What is needed:
Within the records, how many lines hold the word "image"? State that number alone.

Recorded data
════════════════════

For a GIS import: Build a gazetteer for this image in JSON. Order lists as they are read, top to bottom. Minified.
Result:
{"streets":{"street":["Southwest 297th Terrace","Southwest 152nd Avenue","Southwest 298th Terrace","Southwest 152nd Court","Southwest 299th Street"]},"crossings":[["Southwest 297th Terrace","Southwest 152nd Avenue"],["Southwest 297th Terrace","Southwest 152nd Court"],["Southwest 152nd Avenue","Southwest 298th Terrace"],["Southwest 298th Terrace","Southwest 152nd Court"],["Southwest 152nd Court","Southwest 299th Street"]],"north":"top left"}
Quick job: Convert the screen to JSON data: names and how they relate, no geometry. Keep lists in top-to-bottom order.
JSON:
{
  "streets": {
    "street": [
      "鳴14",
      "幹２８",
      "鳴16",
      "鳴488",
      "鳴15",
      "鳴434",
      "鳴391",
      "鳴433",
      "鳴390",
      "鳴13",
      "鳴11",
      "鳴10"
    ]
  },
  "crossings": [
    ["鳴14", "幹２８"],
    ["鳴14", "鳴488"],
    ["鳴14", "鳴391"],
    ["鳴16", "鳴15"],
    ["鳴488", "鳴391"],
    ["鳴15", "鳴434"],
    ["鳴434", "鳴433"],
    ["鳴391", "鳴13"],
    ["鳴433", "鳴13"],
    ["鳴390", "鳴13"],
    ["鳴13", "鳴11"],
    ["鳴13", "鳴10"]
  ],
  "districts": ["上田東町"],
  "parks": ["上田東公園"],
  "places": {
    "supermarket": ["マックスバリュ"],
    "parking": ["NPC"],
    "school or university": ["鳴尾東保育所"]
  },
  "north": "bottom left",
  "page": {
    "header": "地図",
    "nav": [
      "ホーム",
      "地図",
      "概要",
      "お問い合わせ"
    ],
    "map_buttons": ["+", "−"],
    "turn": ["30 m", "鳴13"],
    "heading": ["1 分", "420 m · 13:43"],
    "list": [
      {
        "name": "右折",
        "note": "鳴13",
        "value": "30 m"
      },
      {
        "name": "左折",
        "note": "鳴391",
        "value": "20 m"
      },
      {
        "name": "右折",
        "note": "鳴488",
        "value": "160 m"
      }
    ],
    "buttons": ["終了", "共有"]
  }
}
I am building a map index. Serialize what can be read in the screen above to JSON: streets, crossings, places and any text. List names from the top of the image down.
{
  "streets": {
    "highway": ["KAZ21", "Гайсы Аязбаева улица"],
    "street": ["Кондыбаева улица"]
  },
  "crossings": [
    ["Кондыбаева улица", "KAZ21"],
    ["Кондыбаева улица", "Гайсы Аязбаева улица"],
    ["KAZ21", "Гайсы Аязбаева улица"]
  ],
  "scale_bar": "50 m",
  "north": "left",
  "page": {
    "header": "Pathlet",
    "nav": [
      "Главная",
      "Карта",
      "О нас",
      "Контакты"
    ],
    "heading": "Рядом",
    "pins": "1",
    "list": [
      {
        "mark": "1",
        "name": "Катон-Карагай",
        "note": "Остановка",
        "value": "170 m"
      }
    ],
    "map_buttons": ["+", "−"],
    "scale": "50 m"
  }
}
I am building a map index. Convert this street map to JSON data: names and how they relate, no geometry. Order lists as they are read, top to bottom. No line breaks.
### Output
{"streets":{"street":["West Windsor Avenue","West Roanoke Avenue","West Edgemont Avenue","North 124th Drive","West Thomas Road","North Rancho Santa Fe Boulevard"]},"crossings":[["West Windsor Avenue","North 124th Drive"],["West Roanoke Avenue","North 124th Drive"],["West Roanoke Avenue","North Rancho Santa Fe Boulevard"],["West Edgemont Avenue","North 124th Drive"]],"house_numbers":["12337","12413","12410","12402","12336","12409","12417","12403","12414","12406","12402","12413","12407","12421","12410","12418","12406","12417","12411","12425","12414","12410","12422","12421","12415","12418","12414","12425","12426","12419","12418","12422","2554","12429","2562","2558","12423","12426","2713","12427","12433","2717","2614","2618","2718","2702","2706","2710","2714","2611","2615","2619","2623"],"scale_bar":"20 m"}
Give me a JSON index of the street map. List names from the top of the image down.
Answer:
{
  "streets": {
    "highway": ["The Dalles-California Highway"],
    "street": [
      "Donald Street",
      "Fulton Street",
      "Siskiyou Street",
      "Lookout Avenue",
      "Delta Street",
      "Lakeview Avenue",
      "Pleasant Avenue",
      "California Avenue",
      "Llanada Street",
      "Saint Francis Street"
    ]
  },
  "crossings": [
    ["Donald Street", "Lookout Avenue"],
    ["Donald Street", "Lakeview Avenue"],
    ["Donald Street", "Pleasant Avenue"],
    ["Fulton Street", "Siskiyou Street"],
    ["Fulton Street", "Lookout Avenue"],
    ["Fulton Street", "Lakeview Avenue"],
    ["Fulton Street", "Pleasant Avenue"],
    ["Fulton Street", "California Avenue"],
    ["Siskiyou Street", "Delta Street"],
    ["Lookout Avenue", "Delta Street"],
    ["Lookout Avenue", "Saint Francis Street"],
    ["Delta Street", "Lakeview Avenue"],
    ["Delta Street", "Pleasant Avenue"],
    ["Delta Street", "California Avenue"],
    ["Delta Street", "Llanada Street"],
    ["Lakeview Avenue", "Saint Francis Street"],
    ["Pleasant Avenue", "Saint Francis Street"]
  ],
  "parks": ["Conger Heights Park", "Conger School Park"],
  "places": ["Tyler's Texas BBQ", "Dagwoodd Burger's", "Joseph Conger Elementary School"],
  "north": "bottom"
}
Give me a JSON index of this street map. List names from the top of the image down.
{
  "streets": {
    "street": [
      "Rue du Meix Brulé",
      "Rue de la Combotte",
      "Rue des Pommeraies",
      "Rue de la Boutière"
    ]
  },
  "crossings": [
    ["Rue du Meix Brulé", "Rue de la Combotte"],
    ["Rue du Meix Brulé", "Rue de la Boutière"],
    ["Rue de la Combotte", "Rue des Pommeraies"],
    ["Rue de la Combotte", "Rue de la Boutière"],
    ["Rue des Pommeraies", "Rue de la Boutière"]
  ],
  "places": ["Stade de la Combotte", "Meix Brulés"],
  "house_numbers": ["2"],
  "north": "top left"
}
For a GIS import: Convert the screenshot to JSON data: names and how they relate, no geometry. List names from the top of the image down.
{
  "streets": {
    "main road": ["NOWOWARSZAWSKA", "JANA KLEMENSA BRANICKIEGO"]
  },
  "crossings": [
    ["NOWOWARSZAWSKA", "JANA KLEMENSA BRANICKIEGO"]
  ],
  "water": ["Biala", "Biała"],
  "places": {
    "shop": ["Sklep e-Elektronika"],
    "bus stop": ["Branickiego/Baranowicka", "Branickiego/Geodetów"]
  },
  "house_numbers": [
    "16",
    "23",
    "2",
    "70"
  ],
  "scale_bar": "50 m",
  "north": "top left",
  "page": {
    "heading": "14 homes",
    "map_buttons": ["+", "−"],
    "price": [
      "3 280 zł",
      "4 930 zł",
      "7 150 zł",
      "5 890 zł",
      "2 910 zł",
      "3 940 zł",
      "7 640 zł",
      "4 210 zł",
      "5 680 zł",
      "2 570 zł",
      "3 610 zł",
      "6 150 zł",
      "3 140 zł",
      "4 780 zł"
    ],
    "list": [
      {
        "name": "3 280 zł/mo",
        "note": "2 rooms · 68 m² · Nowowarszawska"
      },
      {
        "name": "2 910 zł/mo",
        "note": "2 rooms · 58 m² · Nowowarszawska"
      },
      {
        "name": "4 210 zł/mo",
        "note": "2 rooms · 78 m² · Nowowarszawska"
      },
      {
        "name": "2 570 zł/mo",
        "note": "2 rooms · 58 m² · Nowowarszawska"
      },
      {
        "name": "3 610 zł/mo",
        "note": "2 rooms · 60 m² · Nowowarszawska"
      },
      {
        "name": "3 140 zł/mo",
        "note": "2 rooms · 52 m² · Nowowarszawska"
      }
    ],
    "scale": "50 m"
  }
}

════════════════════

Expected answer:
5